The Age of Six feet under (2)

six_feet_under_ron_burnett_critical_approaches

In today's New York Times, Joan Didion describes her shock and grief at the sudden death of her husband John Gregory Dunne. It is a very moving article about pain, loss and the ways in which the death of a loved one bring memories and feelings to the surface that are often buried and sometimes inaccessible until the shock of death rears its head. In an age (zeitgeist) which as a friend of mine recently said, pathologizes everything that is related to the body, health and death, Didion's piece brings personal confession, the confessional into the foreground. As she explores the confusion, the sheer magnitude of death and the finality of everything that surrounds it, Didion tries to bring the craft of writing forcefully into play while also recognizing that nothing she says will fully explain the complexities of what she is going through. At one point, she mentions a strong urge to make a film, to create images as a way of explaining what is happening to her.
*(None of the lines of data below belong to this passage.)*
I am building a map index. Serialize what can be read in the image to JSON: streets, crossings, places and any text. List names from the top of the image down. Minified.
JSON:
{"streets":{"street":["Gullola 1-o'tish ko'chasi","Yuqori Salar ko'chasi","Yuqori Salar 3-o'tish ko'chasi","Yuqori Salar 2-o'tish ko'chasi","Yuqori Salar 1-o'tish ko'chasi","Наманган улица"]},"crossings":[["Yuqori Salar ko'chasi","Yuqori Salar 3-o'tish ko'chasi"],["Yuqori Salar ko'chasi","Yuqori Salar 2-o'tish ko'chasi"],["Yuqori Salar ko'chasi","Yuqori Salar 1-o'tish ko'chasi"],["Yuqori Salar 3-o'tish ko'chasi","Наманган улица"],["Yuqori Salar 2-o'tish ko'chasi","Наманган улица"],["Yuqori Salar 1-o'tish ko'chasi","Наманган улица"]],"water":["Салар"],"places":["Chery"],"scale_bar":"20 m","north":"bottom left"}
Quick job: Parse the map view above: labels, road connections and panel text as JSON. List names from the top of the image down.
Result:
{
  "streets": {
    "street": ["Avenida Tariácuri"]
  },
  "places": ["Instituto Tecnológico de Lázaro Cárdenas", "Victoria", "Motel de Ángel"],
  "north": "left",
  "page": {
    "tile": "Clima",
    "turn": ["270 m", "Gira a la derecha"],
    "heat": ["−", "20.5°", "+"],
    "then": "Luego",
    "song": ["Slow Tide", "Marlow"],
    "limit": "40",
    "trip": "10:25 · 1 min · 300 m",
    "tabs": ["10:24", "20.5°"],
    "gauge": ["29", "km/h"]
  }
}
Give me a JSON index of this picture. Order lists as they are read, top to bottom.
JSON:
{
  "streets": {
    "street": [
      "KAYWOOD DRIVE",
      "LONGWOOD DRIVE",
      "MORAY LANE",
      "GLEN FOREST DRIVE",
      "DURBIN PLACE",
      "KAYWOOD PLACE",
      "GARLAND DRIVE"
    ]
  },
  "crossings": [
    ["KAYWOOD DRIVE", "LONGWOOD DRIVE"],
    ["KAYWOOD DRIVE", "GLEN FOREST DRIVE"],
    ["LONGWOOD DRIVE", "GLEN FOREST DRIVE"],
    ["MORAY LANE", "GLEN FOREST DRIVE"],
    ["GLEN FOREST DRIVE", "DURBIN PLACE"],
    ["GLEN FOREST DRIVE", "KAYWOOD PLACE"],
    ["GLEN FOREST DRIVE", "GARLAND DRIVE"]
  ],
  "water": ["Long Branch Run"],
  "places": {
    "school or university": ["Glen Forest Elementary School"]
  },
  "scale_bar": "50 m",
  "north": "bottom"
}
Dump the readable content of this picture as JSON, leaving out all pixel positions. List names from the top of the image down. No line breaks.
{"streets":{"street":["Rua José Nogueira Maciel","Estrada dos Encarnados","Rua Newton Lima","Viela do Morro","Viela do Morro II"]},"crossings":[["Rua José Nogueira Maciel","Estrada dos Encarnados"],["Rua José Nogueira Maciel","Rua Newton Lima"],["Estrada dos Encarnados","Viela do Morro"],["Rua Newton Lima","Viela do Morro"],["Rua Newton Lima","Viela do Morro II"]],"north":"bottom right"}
Most of the plots of Six Feet Under centred on confessions of guilt, pain, incomprehension and of course, death. The personal became public — emotions otherwise hidden away in the private worlds that we all inhabit were brought to the surface. This confessional mode is audience-centric. Confessions reveal that which is normally hidden. But confessions are only possible if someone is listening. Didion's piece is as much for us as it is for her husband. We are the transitional listeners who allow her to regain some control over the loss. In a fictional TV show the dead can be brought to life and can listen and react to their loved ones. It is that fiction which is at the heart of all confessions, because they are ultimately for the living, for the living who still have memories.

Previous
Previous

The Frontiers of Our Dreams Are No Longer the Same (1)*

Next
Next

The Age of Six feet under (1)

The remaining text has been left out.